冷静で主人であるホレスの命に忠実(?)に従うけど、割と我が強くて、あ~~好きです。

 

アルベルト・ベディーニ(屋良朝幸)

ナルシストで自信家なイタリア人デザイナー。この男も可愛げがあった。
色気があり情熱的なかっこいい男なのに、言動と行動がコミカル。
屋良くんは身長が164cmと小さめなので、印象が<コミカル>といえるけど、本場ではもっと背の高い男性がやってたのかと妄想しました。そしたら絵面がもっとおもしろくなってたんじゃないかなあ。

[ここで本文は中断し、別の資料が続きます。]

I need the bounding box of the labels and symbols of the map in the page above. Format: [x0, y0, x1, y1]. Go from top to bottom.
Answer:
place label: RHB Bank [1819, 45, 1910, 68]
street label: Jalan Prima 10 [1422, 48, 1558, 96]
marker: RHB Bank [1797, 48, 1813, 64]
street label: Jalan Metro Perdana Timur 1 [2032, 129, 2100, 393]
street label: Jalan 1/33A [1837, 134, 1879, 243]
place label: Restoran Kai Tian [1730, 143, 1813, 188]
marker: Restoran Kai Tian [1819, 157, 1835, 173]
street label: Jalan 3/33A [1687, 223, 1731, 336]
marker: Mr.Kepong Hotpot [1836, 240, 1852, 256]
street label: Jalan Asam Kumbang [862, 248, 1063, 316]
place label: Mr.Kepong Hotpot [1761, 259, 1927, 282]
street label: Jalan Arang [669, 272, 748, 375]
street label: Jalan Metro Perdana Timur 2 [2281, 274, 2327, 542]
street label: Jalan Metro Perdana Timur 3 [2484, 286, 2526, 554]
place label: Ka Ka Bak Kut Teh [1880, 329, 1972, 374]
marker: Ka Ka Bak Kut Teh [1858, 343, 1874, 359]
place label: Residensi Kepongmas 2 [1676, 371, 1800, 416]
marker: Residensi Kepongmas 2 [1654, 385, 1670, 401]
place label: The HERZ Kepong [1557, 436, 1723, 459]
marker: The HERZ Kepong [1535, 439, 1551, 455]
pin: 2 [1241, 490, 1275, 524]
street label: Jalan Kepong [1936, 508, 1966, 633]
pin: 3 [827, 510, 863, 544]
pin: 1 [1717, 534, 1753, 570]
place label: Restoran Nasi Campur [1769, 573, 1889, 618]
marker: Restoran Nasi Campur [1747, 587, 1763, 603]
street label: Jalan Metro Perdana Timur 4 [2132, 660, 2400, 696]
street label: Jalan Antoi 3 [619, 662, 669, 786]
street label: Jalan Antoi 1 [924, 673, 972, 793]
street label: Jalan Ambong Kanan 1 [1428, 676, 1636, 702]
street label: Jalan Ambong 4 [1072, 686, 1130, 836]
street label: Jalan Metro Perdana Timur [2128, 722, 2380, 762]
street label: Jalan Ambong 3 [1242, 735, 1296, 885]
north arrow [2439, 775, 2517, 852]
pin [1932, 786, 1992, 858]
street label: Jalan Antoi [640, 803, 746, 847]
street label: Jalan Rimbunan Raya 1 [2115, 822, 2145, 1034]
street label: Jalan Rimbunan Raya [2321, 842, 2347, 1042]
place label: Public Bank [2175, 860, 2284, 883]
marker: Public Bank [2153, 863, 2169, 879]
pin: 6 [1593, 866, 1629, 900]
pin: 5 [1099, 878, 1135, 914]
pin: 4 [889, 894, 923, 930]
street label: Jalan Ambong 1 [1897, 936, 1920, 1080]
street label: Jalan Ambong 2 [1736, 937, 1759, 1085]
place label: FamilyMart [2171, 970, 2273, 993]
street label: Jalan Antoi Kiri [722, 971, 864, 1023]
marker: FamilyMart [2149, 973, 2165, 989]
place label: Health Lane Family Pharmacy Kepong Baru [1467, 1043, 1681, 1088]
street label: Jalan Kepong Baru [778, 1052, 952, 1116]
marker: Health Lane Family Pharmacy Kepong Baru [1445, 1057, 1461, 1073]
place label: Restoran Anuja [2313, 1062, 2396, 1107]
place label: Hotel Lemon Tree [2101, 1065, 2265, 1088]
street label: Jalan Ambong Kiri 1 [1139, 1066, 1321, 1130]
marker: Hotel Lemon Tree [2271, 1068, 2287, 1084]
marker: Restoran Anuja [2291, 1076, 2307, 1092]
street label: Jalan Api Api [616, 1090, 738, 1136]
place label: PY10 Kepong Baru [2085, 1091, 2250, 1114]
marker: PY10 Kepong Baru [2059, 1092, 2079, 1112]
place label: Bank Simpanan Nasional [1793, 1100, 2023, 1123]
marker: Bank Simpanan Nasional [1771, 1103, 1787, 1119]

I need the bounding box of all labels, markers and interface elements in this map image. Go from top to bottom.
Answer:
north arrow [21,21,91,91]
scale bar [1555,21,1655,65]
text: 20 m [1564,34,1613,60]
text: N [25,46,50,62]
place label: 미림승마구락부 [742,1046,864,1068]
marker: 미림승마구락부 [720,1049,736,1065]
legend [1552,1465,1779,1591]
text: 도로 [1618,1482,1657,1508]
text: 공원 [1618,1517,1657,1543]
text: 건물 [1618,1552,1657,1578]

本場では英語で上演されるけど、日本語にするとなると、アルベルトが外国人と分かるように描くのはニュアンスが難しいだろうに、役付けを日本における一昔前に出てくる胡散臭い中国人のようにしたのは思わず膝を打ちました。
アイヤー!デイル美しいアルネー!ワタシと結婚するアルヨ!
ほんとにこんなこと言ったわけじゃないですけど、同じ言語を喋っているのに外国人だとわかる翻訳と喋り方よかった。
英語だとアプローチ方法が全然違うだろうに、うまいこと日本人の感覚に合わせたことが感じ取れました。ほんやくの ちからって すげー!
アルベルト宝塚版だとどうだったんだろう…。

心が小2男児なので、アルベルトが「人を呪わばケツ二つ!!」
勇ましく登場したとき腹抱えて笑いました。

この舞台で一番面白かったセリフです。帰宅して思い出し笑いするくらいすき。

デイルとジュリーの当て馬にされ、最後にフォローもなんにもなかったことに、アルベルトが一体何をしたっていうんだ…!!とやり切れない気持ちになりましたが、パンフレットを読むと、脚本家曰く「デイルに恋してる訳ではなく、自分の作品を最高に引き立ててくれるデイルが好き」らしいので、アッ…じゃあ大丈夫か…となりました。

 

デイル・トレモント(多部未華子

クール&チャーミング。スーパーウルトラベリーベリーキュート。
むっっっちゃかわいかった。かわいいの権化。
デイルは感情が表情に出る人なので、コロコロ変わる表情にかわいいが増える。


感情表現豊かで、感情が顔に出るのにクール?と思われるかもしれませんが、これは一番初め、ジュリーに苦情を言いに行くときの澄ました顔が印象的だからです。
これがあるからこそ、心を通わせた笑顔や後半の怒っていても、クールで芯があり、感情豊かな女性に見えるんです。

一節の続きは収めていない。